Aim of the task >> Please write out exactly the lines of the data below from the line holding "M577,196l7,5 -3,4 -7,-5z" through the line holding "M601,735l28,15 -5,10 -29,-15z", and leave out the rest.

Stored records
==========

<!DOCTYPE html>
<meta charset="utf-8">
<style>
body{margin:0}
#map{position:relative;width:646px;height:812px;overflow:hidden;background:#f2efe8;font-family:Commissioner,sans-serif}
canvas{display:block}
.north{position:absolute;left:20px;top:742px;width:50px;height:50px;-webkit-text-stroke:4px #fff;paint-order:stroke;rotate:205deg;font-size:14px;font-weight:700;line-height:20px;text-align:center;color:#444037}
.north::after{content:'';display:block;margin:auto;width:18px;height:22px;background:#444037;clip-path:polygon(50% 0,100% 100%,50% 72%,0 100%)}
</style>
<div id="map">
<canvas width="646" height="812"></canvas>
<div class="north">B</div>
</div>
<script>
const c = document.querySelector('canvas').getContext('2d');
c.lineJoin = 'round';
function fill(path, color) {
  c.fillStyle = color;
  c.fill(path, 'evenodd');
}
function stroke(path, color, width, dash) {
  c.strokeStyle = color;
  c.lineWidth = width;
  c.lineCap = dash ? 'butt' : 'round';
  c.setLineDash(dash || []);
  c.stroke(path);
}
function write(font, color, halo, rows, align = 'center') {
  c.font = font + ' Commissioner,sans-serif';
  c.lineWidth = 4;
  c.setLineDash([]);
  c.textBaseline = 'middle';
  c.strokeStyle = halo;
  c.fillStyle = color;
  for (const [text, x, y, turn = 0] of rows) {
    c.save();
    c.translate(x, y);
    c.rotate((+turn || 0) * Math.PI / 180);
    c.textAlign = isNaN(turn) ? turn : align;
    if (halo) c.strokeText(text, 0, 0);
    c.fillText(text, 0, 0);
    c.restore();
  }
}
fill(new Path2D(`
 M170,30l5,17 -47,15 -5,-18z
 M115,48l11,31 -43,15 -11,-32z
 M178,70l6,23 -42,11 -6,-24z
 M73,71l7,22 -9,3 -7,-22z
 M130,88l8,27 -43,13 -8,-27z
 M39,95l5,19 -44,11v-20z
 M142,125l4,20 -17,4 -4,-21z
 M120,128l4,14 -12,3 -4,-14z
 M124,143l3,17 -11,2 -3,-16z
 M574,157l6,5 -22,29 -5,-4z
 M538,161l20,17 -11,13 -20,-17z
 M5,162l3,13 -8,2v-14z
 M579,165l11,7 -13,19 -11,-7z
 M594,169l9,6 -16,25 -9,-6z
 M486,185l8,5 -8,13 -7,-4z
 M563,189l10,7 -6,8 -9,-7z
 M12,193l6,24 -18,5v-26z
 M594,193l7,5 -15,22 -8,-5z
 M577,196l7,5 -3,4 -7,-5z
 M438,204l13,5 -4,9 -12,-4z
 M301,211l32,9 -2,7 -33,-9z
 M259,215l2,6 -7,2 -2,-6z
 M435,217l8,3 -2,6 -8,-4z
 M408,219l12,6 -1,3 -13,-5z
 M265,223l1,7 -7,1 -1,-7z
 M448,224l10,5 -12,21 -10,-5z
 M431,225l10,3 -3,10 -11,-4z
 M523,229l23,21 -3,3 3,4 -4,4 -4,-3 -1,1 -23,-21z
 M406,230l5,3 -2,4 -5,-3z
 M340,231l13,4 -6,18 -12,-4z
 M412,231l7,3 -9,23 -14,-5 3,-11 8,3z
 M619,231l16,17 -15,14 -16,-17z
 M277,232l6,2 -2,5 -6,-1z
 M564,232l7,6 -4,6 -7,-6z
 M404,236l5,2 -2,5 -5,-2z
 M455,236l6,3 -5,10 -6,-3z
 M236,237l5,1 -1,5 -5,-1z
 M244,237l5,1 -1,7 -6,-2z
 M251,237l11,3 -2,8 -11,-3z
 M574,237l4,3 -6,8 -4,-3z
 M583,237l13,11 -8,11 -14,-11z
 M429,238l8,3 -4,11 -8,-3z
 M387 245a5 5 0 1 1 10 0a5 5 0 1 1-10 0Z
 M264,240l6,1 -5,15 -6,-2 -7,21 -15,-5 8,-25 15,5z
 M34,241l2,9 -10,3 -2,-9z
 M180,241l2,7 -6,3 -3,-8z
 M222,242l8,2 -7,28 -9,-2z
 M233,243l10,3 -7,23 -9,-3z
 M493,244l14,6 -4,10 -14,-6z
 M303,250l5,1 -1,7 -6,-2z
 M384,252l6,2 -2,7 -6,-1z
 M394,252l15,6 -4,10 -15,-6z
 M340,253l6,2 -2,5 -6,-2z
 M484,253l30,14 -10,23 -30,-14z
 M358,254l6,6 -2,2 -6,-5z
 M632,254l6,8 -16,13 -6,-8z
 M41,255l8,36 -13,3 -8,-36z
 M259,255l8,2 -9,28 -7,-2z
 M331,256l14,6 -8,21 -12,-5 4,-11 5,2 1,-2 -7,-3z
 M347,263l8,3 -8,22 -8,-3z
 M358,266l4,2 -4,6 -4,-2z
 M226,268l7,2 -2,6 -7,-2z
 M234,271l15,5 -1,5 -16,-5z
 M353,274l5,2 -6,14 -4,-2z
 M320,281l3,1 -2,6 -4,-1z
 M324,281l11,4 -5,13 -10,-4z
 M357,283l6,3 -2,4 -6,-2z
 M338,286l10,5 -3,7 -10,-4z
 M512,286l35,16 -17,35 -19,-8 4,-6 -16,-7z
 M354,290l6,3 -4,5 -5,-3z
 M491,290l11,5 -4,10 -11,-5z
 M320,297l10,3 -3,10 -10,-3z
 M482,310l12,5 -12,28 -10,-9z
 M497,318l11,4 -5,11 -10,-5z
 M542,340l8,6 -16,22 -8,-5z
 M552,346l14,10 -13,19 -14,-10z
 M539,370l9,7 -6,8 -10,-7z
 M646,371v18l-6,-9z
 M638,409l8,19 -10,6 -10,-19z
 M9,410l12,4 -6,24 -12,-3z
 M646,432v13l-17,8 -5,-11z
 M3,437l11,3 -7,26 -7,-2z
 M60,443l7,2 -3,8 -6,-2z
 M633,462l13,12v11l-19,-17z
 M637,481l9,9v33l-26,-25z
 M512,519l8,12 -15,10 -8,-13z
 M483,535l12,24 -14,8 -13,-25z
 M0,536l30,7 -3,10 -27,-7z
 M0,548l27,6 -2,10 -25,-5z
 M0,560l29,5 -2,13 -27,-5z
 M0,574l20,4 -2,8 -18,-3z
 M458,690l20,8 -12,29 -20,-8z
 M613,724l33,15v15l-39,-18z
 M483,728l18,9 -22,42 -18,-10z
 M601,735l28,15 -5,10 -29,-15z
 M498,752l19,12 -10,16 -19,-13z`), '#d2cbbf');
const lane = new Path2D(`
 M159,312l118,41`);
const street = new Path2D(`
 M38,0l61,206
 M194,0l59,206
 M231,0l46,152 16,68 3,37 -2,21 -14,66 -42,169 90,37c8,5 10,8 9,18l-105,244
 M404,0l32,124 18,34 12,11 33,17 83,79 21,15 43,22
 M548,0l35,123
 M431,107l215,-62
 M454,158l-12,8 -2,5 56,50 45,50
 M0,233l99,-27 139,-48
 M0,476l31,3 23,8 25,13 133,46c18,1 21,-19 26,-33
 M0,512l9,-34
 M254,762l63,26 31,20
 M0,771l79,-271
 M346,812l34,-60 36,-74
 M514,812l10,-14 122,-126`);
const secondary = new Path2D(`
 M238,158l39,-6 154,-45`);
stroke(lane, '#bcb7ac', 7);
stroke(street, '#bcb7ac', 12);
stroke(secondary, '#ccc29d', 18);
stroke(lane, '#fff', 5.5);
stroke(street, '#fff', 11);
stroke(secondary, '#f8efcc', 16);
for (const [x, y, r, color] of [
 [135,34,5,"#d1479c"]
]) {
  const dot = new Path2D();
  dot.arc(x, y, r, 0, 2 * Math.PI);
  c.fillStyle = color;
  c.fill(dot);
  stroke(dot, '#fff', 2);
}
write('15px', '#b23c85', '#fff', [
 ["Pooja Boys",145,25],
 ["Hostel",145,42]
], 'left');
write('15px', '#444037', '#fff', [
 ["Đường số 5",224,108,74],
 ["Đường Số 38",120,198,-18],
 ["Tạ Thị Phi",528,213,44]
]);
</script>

==========

Response >>
 M577,196l7,5 -3,4 -7,-5z
 M438,204l13,5 -4,9 -12,-4z
 M301,211l32,9 -2,7 -33,-9z
 M259,215l2,6 -7,2 -2,-6z
 M435,217l8,3 -2,6 -8,-4z
 M408,219l12,6 -1,3 -13,-5z
 M265,223l1,7 -7,1 -1,-7z
 M448,224l10,5 -12,21 -10,-5z
 M431,225l10,3 -3,10 -11,-4z
 M523,229l23,21 -3,3 3,4 -4,4 -4,-3 -1,1 -23,-21z
 M406,230l5,3 -2,4 -5,-3z
 M340,231l13,4 -6,18 -12,-4z
 M412,231l7,3 -9,23 -14,-5 3,-11 8,3z
 M619,231l16,17 -15,14 -16,-17z
 M277,232l6,2 -2,5 -6,-1z
 M564,232l7,6 -4,6 -7,-6z
 M404,236l5,2 -2,5 -5,-2z
 M455,236l6,3 -5,10 -6,-3z
 M236,237l5,1 -1,5 -5,-1z
 M244,237l5,1 -1,7 -6,-2z
 M251,237l11,3 -2,8 -11,-3z
 M574,237l4,3 -6,8 -4,-3z
 M583,237l13,11 -8,11 -14,-11z
 M429,238l8,3 -4,11 -8,-3z
 M387 245a5 5 0 1 1 10 0a5 5 0 1 1-10 0Z
 M264,240l6,1 -5,15 -6,-2 -7,21 -15,-5 8,-25 15,5z
 M34,241l2,9 -10,3 -2,-9z
 M180,241l2,7 -6,3 -3,-8z
 M222,242l8,2 -7,28 -9,-2z
 M233,243l10,3 -7,23 -9,-3z
 M493,244l14,6 -4,10 -14,-6z
 M303,250l5,1 -1,7 -6,-2z
 M384,252l6,2 -2,7 -6,-1z
 M394,252l15,6 -4,10 -15,-6z
 M340,253l6,2 -2,5 -6,-2z
 M484,253l30,14 -10,23 -30,-14z
 M358,254l6,6 -2,2 -6,-5z
 M632,254l6,8 -16,13 -6,-8z
 M41,255l8,36 -13,3 -8,-36z
 M259,255l8,2 -9,28 -7,-2z
 M331,256l14,6 -8,21 -12,-5 4,-11 5,2 1,-2 -7,-3z
 M347,263l8,3 -8,22 -8,-3z
 M358,266l4,2 -4,6 -4,-2z
 M226,268l7,2 -2,6 -7,-2z
 M234,271l15,5 -1,5 -16,-5z
 M353,274l5,2 -6,14 -4,-2z
 M320,281l3,1 -2,6 -4,-1z
 M324,281l11,4 -5,13 -10,-4z
 M357,283l6,3 -2,4 -6,-2z
 M338,286l10,5 -3,7 -10,-4z
 M512,286l35,16 -17,35 -19,-8 4,-6 -16,-7z
 M354,290l6,3 -4,5 -5,-3z
 M491,290l11,5 -4,10 -11,-5z
 M320,297l10,3 -3,10 -10,-3z
 M482,310l12,5 -12,28 -10,-9z
 M497,318l11,4 -5,11 -10,-5z
 M542,340l8,6 -16,22 -8,-5z
 M552,346l14,10 -13,19 -14,-10z
 M539,370l9,7 -6,8 -10,-7z
 M646,371v18l-6,-9z
 M638,409l8,19 -10,6 -10,-19z
 M9,410l12,4 -6,24 -12,-3z
 M646,432v13l-17,8 -5,-11z
 M3,437l11,3 -7,26 -7,-2z
 M60,443l7,2 -3,8 -6,-2z
 M633,462l13,12v11l-19,-17z
 M637,481l9,9v33l-26,-25z
 M512,519l8,12 -15,10 -8,-13z
 M483,535l12,24 -14,8 -13,-25z
 M0,536l30,7 -3,10 -27,-7z
 M0,548l27,6 -2,10 -25,-5z
 M0,560l29,5 -2,13 -27,-5z
 M0,574l20,4 -2,8 -18,-3z
 M458,690l20,8 -12,29 -20,-8z
 M613,724l33,15v15l-39,-18z
 M483,728l18,9 -22,42 -18,-10z
 M601,735l28,15 -5,10 -29,-15z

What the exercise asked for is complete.